PROVIDED RECORDS:
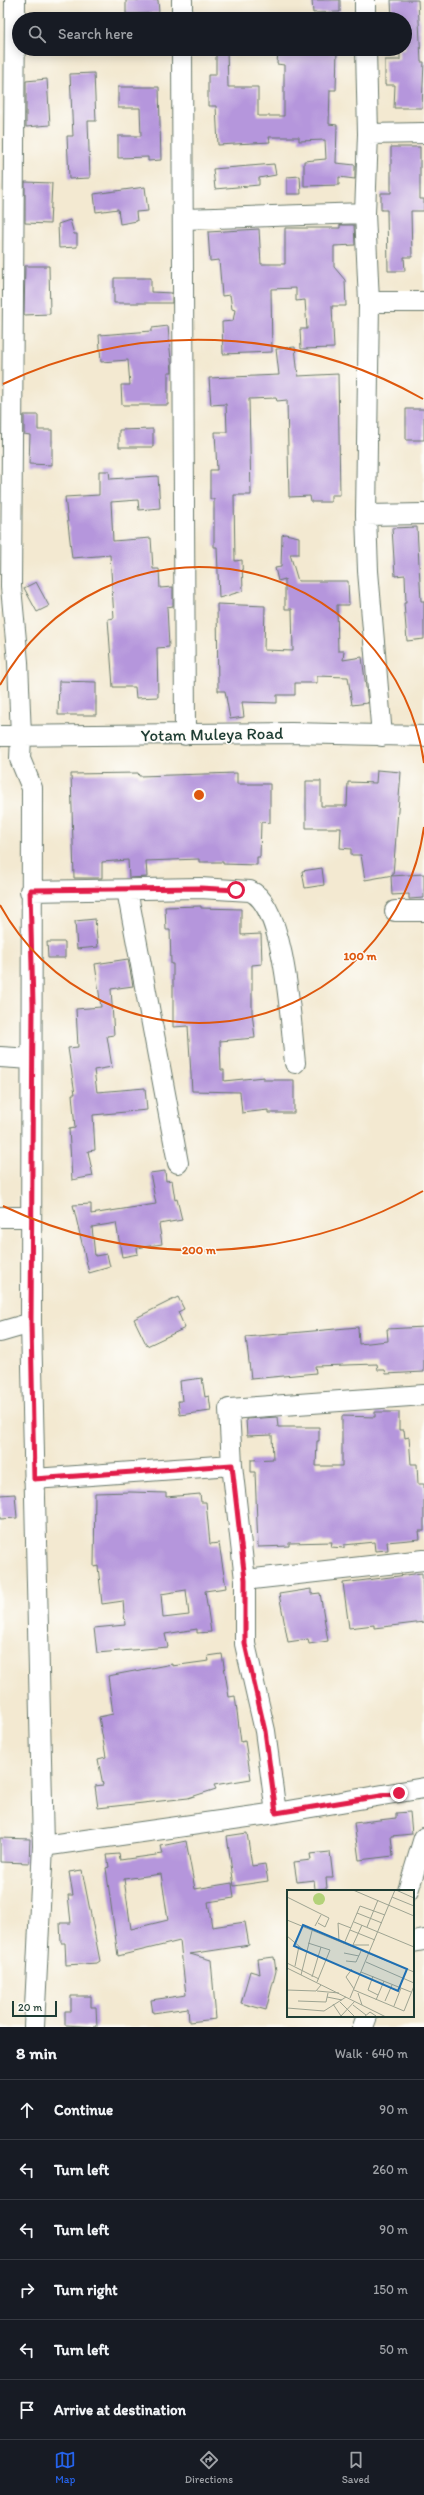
<!DOCTYPE html>
<meta charset="utf-8">
<style>
body{margin:0;font-family:Itim,sans-serif;background:#20242c;color:#f1f3f6}
.scale{position:absolute;left:12px;bottom:10px;width:45px;box-sizing:border-box;padding-left:4px;border:2px solid #1f3d34;border-top:0;font-size:11px;line-height:14px;white-space:nowrap;color:#1f3d34;-webkit-text-stroke:3px #fdfcf7;paint-order:stroke}
.stop{position:absolute;width:12px;height:12px;margin:-9px;border:3px solid #e11d48;border-radius:50%;background:#fff}
.stop.end{background:#e11d48;border-color:#fff;box-shadow:0 1px 4px #0008}
.list{margin:0;padding:0;list-style:none}
h2{display:flex;justify-content:space-between;align-items:center;height:52px;margin:0;padding:0 16px;font-size:17px}
h2 small{font-size:13px;font-weight:400;color:#9ea1a6}
.list li{display:grid;grid-template-columns:26px 1fr auto;gap:12px;align-items:center;box-sizing:border-box;height:60px;padding:0 16px;border-top:1px solid #363941}
.list b{display:block;font-size:15px;white-space:nowrap}
.list em{font-size:13px;font-style:normal;color:#9ea1a6}
.icon{flex:none;width:22px;height:22px;fill:none;stroke:currentColor;stroke-width:2;stroke-linecap:round;stroke-linejoin:round}
.map{position:relative;flex:none;width:424px;height:2027px;overflow:hidden}
.search{position:absolute;background:#171b24;box-shadow:0 2px 10px #0003;left:12px;right:12px;top:12px;height:44px;display:flex;align-items:center;gap:10px;box-sizing:border-box;padding:0 14px;border-radius:22px;color:#9ea1a6;font-size:15px}
.sheet{height:412px;background:#171b24}
nav{display:flex;justify-content:space-around;align-items:center;box-sizing:border-box;height:56px;border-top:1px solid #363941;background:#171b24;font-size:11px;color:#9ea1a6}
nav a{display:grid;justify-items:center;gap:2px}
nav .on{color:#2563eb}
.map>svg:first-child{display:block}
</style>
<div class="map">
<svg width="424" height="2027" viewBox="0 0 424 2027">
<rect width="100%" height="100%" fill="#fdfcf7"/>
<filter id="ink" filterUnits="userSpaceOnUse"><feTurbulence type="fractalNoise" baseFrequency=".025" numOctaves="2"/><feDisplacementMap in="SourceGraphic" scale="8" xChannelSelector="R" yChannelSelector="G"/><feConvolveMatrix kernelMatrix="1 2 1 2 8 2 1 2 1" color-interpolation-filters="sRGB"/></filter>
<filter id="wash" filterUnits="userSpaceOnUse"><feTurbulence type="fractalNoise" baseFrequency=".012" numOctaves="4" result="noise"/><feDisplacementMap in="SourceGraphic" scale="16" xChannelSelector="R" yChannelSelector="G"/><feGaussianBlur stdDeviation="0.9" result="paint"/><feColorMatrix in="noise" values="0 0 0 0 0 0 0 0 0 0 0 0 0 0 0 0 0 1.4 0 .05"/><feComposite in="paint" operator="in"/></filter>
<g filter="url(#wash)">
<rect width="100%" height="100%" fill="#f3e9d1"/>
<g id="blocks">
<!-- building -->
<path fill="#b596dc" fill-rule="evenodd" d="M126,0h32l1,13 -33,1z
M312,0h28v12l-27,1z
M391,0h27l3,62h3l-2,46h-28l1,-23h-10v-25h15v-11h5v-30h-13z
M216,49h11l1,38h30v29h26v-51l-7,-1 1,-15h59l-1,41h-6l-1,34 8,1 -1,38 19,2v14l-16,-2v8l-35,1v-25l22,-2 -1,-19 -26,1v-4h-30l1,5 -52,3 -2,-39h-8v-31h8z
M94,73l2,48h-8l2,57 -21,1 -2,-43h6l-3,-62z
M47,79l3,46 -24,2v-46z
M118,87h41l2,73 -13,1v-4l-30,1v-22h23l-1,-28h-22z
M391,147h29v52h4v12h-13l1,46h-8l1,14h-17l-1,-61h-6v-17h10z
M274,164l2,11 -17,3v7l-44,4 -2,-20z
M300,176l1,18h-14v-17z
M25,182l27,1 -2,41 -25,-1z
M145,187l3,24 -12,1 1,9 -17,3 -2,-15 -22,3 -2,-18z
M70,220l4,14h3v13l-18,1 -1,-24z
M340,225h14l1,20 -21,1v21l11,13 1,26h-14l2,42 -33,1 -1,-20h7l-2,-29 -9,1v-13l-25,1 1,63 -49,2 -1,-32 11,-1 2,-11 -3,-1 -2,-14 -8,1 -3,-36 -9,1 -2,-29 51,-3 2,35h24v-36h55z
M25,266h24l1,48 -26,1z
M114,278h37v14l21,1v10h-58z
M168,326l4,46h-4v33h-46l-1,-20h9l-2,-25 -27,2 -2,-27 53,-4v-3z
M295,347l3,29 40,-2 2,121h-9v7h-20l-1,-6 -21,1 -2,-97 -10,1 -1,-3 -27,1 2,96h-17l1,66 7,-1 1,31 -24,7 -2,-51h-3v-48h-4v-29h7l-2,-38h12l-1,-28 -15,1 -2,-27 70,-3 -3,-26z
M406,409h18v31h-18z
M24,415h14v15h14v35l-23,-1 1,-29 -6,-1z
M153,429v18h-34v-17z
M99,471h10l1,8 48,-3 2,32 -21,2 -1,-10 -27,2 2,39 38,-3 2,31h6l1,19 13,-1v19l-6,1 2,40 -12,1 1,49 -22,1 -1,-11h-22l-5,-68 6,-1 -4,-63 -38,3 -7,-61 34,-2z
M417,527l4,74h3v38l-17,2 -3,-38h2l-1,-28 -10,1 -3,-48z
M285,534l14,3v17h-9l8,27h50l1,24h-12l1,46h6l-1,9 19,-3 6,46 -16,2 -4,-28 -31,-1v7h-22v12h-18v8l-35,-1 2,15 -14,2 -5,-28h-7l-1,-87 48,2 -1,44 29,1 -1,-42h-7v-30l-7,2 -3,-13 6,-1 1,-32z
M36,582l13,24 -12,6 -13,-24z
M59,681l37,1v33h-38z
M377,770l24,2 -8,103 -28,5 -4,-25h-10v-6l-11,-1 1,-20h-35v-47h15v25h26l1,-24 28,1z
M138,773l1,3 98,-3v11h33v39l-9,-1 -1,35h-3v8l-34,-1v-2h-24v-3l-53,2 1,16 -18,1 -1,-18 -26,2v16h-28l-3,-104z
M322,868l2,17 -19,3 -3,-17z
M424,874v24l-15,1v-5l-17,1 -1,-19z
M201,906v2l40,1v26l20,-1 1,30 -10,1v47l3,26 -35,3 1,29h3v11l40,-4v3h30v33h-26v-3l-26,3 -2,-21 -48,-1 -4,-65 -15,1v-63h-2l-1,-34h-4l-1,-23z
M95,919l3,28 -21,2 -2,-28z
M47,942h18v16h-17z
M128,959l5,27 -22,3 3,46 -7,1 5,31 -18,3 3,22 48,-4 2,22 -54,5 2,35 -7,1 5,25 -21,4 -3,-51 6,-1 -3,-34h3l-7,-46 10,-1 -2,-38 25,-2 -6,-43z
M165,1171l1,10 6,-1 3,20 2,-1 5,21 -23,4 3,20 -25,4 1,6 -16,3 -6,-34 -24,4 3,29 12,-2 3,13 -21,6 -16,-68 18,-1v10l65,-10 -6,-31z
M178,1297l6,12 -6,3 7,16 -38,18 -13,-27z
M358,1327l1,17 29,-3 -1,-12 37,-2v45l-38,2 -1,-4h-7l-1,-6 -62,2 1,7 -65,6 -5,-42z
M202,1378l3,19 4,-1 2,15 -31,4 -2,-14h4l-2,-20z
M375,1412h24v18h5l1,8 4,-1 2,27h6l1,20h6v47h-5l1,8 -33,3 1,8 -13,1 -1,-9 -30,3v3l-13,-1 1,-5 -43,1v3l-31,1 -3,-75h-4v-12l22,-1 -1,-24 -25,1 -1,-17 31,-2 1,10h41v14h-2l-1,25h26v-50l33,1z
M130,1492l36,1v4l34,-3 1,8h5l4,42 9,-1 7,45 -21,3 6,41 -14,1v-4l-32,5 3,13 -71,6 -3,-25 31,-3 -2,-24 -21,3 -4,-38 -4,1 1,-74zM186,1590l3,25 -26,3 -2,-24z
M15,1494l2,24 -17,1v-24z
M422,1573l2,49 -50,6v-3l-25,3 -6,-45z
M311,1589v5l9,-1 8,48 -19,3 -1,-5 -20,3 -9,-48z
M222,1654l7,43 6,-1 6,46 4,-1 6,38 -37,6 2,4 -28,9 -90,10 -3,-22 8,-1 -5,-26 8,-2 -7,-40 14,-3 -5,-38 64,-12v2l37,-5 -1,-5z
M410,1812l2,22 -21,2 2,20 -34,4 -5,-37 42,-5v-5z
M247,1833l5,33 13,-2 3,17 -34,5 -7,-50z
M0,1838l30,1 -1,24 -29,-1z
M186,1841l9,48 37,-6 2,15 -26,4 4,25 33,-5 4,23 -59,9 21,6 5,59 -27,3 -1,-14 -35,5 -2,-13 35,-5 -6,-54 -62,15 -12,-88 3,-1 -2,-12 12,-1 1,6 43,-6 -2,-8zM161,1874l7,46 -37,9 -7,-50z
M330,1852l3,26h-7l1,10 -12,1 -1,-9 -17,2 -3,-20 17,-2 -1,-6z
M82,1870l18,91 -3,2 -31,2 -1,-22h-4l-1,-20h11l-3,-28h5l-4,-23z
M274,1957l2,14 -10,39 -25,-7 9,-32 10,3 -2,-15z
M71,1996h20v11h5l1,20 -32,-2v-14h6z"/>
</g>
</g>
<g filter="url(#ink)">
<use href="#blocks" fill-opacity="0" stroke="#69796b" stroke-width="1"/>
<g fill="none" stroke-linecap="round" stroke-linejoin="round">
<defs>
<path id="minor" d="M15,0l-4,587 7,75 3,74 -1,23 12,29 -1,535 12,523 -9,181
M182,0v19
M365,0v19
M182,49l3,686
M366,49l2,85 -3,79 4,89 -3,213 2,56 14,165
M368,134l56,-1
M184,219l181,-6
M369,302h55
M366,515l58,-1
M0,736l291,-3 133,3
M127,890l51,273
M30,891l170,-3 50,3c36,14 41,136 45,172
M395,911h29
M0,1057l31,2
M0,1217h31
M0,1332l31,-9
M34,1479l198,-14
M245,1580l179,-20
M276,1813l-11,-82 -20,-87v-64l-13,-115 -3,-56 195,-14
M43,1846l233,-33 148,-25
M408,1891l16,-53
M413,1942l11,-2
M363,2027l4,-11"/>
</defs>
<!-- minor casing -->
<use href="#minor" stroke="#69796b" stroke-width="22"/>
<!-- minor -->
<use href="#minor" stroke="#fff" stroke-width="20"/>
</g>
</g>
<g fill="none" stroke-linecap="round" stroke-linejoin="round" filter="url(#ink)">
<!-- route -->
<path stroke="#e11d48" stroke-width="5" d="M236,890l-36,-2 -170,2 3,114 -2,319 3,156 198,-14 13,115v64l20,87 11,82 123,-20"/>
</g>
<!-- distance rings -->
<g fill="none" stroke="#de580e" stroke-width="2">
<path d="M424 827A227 227 0 0 1 0 905M0 685A227 227 0 0 1 424 763"/>
<path d="M423 1191A455 455 0 0 1 3 1206M3 384A455 455 0 0 1 423 399"/>
</g>
<g text-anchor="middle" dominant-baseline="central" stroke-width="3" stroke-linejoin="round" paint-order="stroke">
<!-- street labels -->
<g font-size="17" fill="#1f3d34" stroke="#fdfcf7">
<text transform="translate(212 734) rotate(-1)">Yotam Muleya Road</text>
</g>
</g>
<!-- overview -->
<g transform="translate(287 1890)">
<rect width="127" height="127" fill="#f3e9d1"/>
<path d="M26 9a6 6 0 1 1 12 0a6 6 0 1 1-12 0Z" fill="#b3d279"/>
<path fill="none" stroke="#9ea492" stroke-width="1" d="M66,0l61,26M109,0l18,8M0,7l42,21 -4,9 -7,-4M105,7l22,9M70,23l25,10M0,30l127,52M67,32l60,25M28,36l6,-11M80,37l11,-27M63,40l25,10M0,46l19,16M52,51l-1,-18 13,5M21,53l22,7 -13,32M57,54l16,-38 25,9M66,55h16M65,57l10,-22M57,63l15,3M59,71l10,1 5,-11M79,72l48,21M0,73l32,16M8,76l4,-20M0,78l99,49M65,79l-6,8 8,12M74,82l50,20M14,85l11,-44M86,86l-5,14 10,5M25,87l9,-30M0,100l29,1 5,-6M67,100l50,21 10,-25M30,101l22,2M71,103l4,12M40,107l15,3M63,108l45,-108M89,110l8,-19M11,111l28,1 2,-9M98,111l7,-16M53,112l15,15M46,114l8,12M66,115l13,10M107,116l7,-18M0,118l37,3 22,-14M54,126l14,-15M77,127l6,-5 6,4"/>
<path fill="#1f6fb2" fill-opacity="0.15" stroke="#1f6fb2" stroke-width="2" d="M16,35l104,44 -9,22 -104,-45z"/>
<rect width="127" height="127" fill="none" stroke="#1f3d34" stroke-width="2"/>
</g>
<circle cx="199" cy="795" r="6" fill="#de580e" stroke="#fdfcf7" stroke-width="2"/>
<g font-size="12" text-anchor="middle" font-weight="bold" fill="#de580e" stroke="#fdfcf7" stroke-width="3" stroke-linejoin="round" paint-order="stroke">
<text x="360" y="960">100 m</text>
<text x="199" y="1254">200 m</text>
</g>
</svg>
<div class="scale">20 m</div>
<div class="stop" style="left:236px;top:890px"></div>
<div class="stop end" style="left:399px;top:1793px"></div>
<div class="search"><svg class="icon" aria-label="search" viewBox="0 0 24 24"><circle cx="10" cy="10" r="6"/><path d="M15 15l6 6"/></svg>Search here</div>
</div>
<section class="sheet">
<h2>8 min<small>Walk · 640 m</small></h2>
<ul class="list">
<li><svg class="icon" aria-label="ahead" viewBox="0 0 24 24"><path d="M12 20V5M6 11l6-6 6 6"/></svg><div><b>Continue</b></div><em>90 m</em></li>
<li><svg class="icon" aria-label="left" viewBox="0 0 24 24"><path d="M17 20v-9H6M10 6l-5 5 5 5"/></svg><div><b>Turn left</b></div><em>260 m</em></li>
<li><svg class="icon" aria-label="left" viewBox="0 0 24 24"><path d="M17 20v-9H6M10 6l-5 5 5 5"/></svg><div><b>Turn left</b></div><em>90 m</em></li>
<li><svg class="icon" aria-label="right" viewBox="0 0 24 24"><path d="M7 20v-9h11M14 6l5 5-5 5"/></svg><div><b>Turn right</b></div><em>150 m</em></li>
<li><svg class="icon" aria-label="left" viewBox="0 0 24 24"><path d="M17 20v-9H6M10 6l-5 5 5 5"/></svg><div><b>Turn left</b></div><em>50 m</em></li>
<li><svg class="icon" aria-label="arrive" viewBox="0 0 24 24"><path d="M6 21V4h12l-3 4 3 4H6"/></svg><div><b>Arrive at destination</b></div></li>
</ul>
</section>
<nav>
<a class="on"><svg class="icon" aria-label="map" viewBox="0 0 24 24"><path d="M3 6l6-2 6 2 6-2v14l-6 2-6-2-6 2zM9 4v14M15 6v14"/></svg>Map</a>
<a><svg class="icon" aria-label="directions" viewBox="0 0 24 24"><path d="M12 3l9 9-9 9-9-9zM9 14v-3h6M13 9l2 2-2 2"/></svg>Directions</a>
<a><svg class="icon" aria-label="saved" viewBox="0 0 24 24"><path d="M7 4h10v16l-5-4-5 4z"/></svg>Saved</a>
</nav>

TASK DETAILS:
Select every line of the records holding the string "radius".

WRITTEN RESPONSE:
.stop{position:absolute;width:12px;height:12px;margin:-9px;border:3px solid #e11d48;border-radius:50%;background:#fff}
.search{position:absolute;background:#171b24;box-shadow:0 2px 10px #0003;left:12px;right:12px;top:12px;height:44px;display:flex;align-items:center;gap:10px;box-sizing:border-box;padding:0 14px;border-radius:22px;color:#9ea1a6;font-size:15px}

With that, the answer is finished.